Asian Shanghai ghetto
The Shanghai ghetto was an area of approximately one square mile in the Hongkou District of Japanese-occupied Shanghai, to which about 20,000 Jewish refugees were relocated by the Japanese-issued Proclamation Concerning Restriction of Residence and Business of Stateless Refugees after having fled from German-occupied Europe before and during World War II.[10]
United States
History
The development of ghettos in the United States is closely associated with different waves of immigration and internal urban migration. The Irish and German immigrants of the mid-19th century were the first ethnic groups to form ethnic enclaves in United States cities. This was followed by large numbers of immigrants from Southern and Eastern Europe, including many Italians and Poles between 1880 and 1920. These later European immigrants were more segregated than blacks in the early twentieth century.[11] Most of these remained in their established immigrant communities, but by the second or third generation, many families were able to relocate to better housing in the suburbs after World War II.

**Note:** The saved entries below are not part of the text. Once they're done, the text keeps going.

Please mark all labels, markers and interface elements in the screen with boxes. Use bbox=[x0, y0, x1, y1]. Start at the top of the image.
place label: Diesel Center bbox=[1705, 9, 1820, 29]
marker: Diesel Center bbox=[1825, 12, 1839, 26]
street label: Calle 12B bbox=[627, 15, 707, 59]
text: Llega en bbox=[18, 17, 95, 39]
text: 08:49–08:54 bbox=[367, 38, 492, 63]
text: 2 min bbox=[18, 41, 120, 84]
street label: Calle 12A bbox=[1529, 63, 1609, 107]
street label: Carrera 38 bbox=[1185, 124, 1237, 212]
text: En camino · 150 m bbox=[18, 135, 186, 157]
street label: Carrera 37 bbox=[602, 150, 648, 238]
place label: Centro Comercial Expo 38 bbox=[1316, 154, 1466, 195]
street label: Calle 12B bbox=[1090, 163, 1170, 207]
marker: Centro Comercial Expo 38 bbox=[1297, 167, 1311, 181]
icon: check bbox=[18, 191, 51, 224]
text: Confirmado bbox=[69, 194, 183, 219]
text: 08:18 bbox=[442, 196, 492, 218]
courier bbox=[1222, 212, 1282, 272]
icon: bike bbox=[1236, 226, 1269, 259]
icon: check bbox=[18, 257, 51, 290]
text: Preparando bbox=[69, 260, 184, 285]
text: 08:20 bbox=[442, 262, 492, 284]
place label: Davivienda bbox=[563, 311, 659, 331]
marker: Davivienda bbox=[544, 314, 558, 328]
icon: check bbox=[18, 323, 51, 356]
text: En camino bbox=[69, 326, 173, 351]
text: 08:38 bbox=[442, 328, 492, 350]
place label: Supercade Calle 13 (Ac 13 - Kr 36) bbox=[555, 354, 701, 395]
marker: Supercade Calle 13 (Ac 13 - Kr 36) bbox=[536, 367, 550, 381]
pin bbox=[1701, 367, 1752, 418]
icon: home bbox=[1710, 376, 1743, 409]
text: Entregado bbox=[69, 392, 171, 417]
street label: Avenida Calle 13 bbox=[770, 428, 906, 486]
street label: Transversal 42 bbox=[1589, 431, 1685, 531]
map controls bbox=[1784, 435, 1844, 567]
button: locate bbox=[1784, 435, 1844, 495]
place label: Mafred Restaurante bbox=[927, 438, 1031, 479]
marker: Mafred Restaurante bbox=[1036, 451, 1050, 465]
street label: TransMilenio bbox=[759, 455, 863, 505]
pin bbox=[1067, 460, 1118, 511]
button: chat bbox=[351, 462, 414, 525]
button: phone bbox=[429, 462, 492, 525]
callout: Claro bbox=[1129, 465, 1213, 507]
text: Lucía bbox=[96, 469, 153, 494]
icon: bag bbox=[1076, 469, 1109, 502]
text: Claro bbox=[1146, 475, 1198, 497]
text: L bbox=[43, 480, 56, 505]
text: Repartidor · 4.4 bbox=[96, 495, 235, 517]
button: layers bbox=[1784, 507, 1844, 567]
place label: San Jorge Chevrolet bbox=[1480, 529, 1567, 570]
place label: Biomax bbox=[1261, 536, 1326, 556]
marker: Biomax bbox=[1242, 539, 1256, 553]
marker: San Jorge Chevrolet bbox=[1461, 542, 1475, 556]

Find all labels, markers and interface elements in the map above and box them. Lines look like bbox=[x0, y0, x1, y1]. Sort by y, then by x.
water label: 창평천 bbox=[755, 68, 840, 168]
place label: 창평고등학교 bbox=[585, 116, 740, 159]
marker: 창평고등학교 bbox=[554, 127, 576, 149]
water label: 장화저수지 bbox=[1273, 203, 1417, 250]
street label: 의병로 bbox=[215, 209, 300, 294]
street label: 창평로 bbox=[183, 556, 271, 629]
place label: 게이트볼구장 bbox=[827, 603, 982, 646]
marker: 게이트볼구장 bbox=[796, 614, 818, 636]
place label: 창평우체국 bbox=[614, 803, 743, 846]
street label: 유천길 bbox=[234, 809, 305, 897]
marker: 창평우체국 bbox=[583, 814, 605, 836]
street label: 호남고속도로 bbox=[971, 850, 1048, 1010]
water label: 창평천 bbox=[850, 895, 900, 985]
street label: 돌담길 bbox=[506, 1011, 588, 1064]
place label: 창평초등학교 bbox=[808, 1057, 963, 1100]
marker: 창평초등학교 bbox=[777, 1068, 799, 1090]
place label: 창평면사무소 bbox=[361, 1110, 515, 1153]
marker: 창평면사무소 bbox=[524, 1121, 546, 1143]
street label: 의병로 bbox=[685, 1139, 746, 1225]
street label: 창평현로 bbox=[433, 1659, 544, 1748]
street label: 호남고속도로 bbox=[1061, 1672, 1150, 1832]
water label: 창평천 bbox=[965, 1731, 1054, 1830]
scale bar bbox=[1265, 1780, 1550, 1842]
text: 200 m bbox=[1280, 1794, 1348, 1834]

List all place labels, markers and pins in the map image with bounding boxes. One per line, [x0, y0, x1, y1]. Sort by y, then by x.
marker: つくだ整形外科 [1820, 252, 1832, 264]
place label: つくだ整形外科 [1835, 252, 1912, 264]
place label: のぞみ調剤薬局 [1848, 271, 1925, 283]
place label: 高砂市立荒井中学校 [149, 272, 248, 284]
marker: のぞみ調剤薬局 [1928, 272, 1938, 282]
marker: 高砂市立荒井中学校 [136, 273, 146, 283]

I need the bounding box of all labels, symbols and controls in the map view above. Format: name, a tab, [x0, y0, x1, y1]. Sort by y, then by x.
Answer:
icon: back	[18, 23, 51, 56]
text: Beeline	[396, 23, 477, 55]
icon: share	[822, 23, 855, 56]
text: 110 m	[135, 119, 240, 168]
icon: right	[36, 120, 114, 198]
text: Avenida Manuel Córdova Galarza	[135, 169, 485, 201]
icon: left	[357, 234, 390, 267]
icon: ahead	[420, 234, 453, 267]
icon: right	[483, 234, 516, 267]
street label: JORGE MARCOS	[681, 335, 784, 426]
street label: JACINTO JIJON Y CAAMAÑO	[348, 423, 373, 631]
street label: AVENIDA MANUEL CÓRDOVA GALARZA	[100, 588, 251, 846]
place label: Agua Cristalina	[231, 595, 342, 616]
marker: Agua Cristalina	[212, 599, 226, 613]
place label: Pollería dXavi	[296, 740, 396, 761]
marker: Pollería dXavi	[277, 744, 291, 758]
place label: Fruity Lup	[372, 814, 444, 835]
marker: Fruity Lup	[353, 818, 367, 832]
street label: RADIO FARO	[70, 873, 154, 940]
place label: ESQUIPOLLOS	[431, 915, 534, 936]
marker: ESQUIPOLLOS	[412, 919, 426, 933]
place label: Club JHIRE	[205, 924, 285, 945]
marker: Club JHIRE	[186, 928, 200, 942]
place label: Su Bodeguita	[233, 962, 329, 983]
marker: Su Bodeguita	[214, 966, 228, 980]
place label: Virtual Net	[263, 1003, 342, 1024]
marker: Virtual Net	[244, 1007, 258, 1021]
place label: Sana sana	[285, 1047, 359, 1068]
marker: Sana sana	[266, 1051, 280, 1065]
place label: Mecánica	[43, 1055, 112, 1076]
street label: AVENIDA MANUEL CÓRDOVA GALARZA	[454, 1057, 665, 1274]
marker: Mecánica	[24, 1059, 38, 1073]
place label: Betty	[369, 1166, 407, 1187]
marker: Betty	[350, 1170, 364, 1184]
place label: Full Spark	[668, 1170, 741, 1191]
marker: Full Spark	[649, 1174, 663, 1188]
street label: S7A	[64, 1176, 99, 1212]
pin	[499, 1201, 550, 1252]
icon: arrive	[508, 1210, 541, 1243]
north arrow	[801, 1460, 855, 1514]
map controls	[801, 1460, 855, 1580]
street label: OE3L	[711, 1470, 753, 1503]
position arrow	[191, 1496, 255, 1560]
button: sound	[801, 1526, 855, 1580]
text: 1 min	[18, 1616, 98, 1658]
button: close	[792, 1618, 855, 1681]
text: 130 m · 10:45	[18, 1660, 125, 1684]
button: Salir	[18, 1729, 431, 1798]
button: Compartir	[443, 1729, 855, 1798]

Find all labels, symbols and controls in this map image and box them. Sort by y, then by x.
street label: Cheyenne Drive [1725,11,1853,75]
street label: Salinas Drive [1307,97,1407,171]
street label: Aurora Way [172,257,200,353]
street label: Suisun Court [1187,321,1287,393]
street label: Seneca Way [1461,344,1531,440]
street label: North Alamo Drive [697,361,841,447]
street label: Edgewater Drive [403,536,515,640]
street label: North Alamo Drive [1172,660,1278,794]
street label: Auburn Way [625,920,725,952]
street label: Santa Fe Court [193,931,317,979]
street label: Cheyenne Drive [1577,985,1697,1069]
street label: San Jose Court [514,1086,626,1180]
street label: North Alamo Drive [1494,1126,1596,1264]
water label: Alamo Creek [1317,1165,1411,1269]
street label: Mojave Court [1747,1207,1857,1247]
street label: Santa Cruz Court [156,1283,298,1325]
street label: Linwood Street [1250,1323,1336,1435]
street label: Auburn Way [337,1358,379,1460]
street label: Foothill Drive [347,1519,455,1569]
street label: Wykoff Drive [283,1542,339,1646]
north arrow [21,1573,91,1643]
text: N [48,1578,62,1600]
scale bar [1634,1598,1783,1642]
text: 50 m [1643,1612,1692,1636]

These ethnic ghetto areas included the Lower East Side in Manhattan, New York, which later became notable as predominantly Jewish, and East Harlem, which became home to a large Puerto Rican community in the 1950s. Little Italys across the country were predominantly Italian ghettos. Many Polish immigrants moved to sections like Pilsen of Chicago and Polish Hill of Pittsburgh and Brighton Beach is the home of mostly Russian and Ukrainian immigrants.
Also, during the Great Depression, many people would congregate in large open parking lots. They built shelters out of whatever materials they could find at the time. These congregations of shelters were also called "ghettos".
African American ghettos
A commonly used definition of a ghetto is communities distinguished by a homogeneous race or ethnicity; usually determined by census tracts. Additionally, a key feature that developed throughout the postindustrial era and continues to symbolize the demographics of American ghettos is the prevalence of poverty. Poverty constitutes the separation of ghettos from other, suburbanized or private neighborhoods. The high percentage of poverty partly justifies the difficulty of out-migration, which tends to reproduce constraining social opportunities and inequalities in society.[12]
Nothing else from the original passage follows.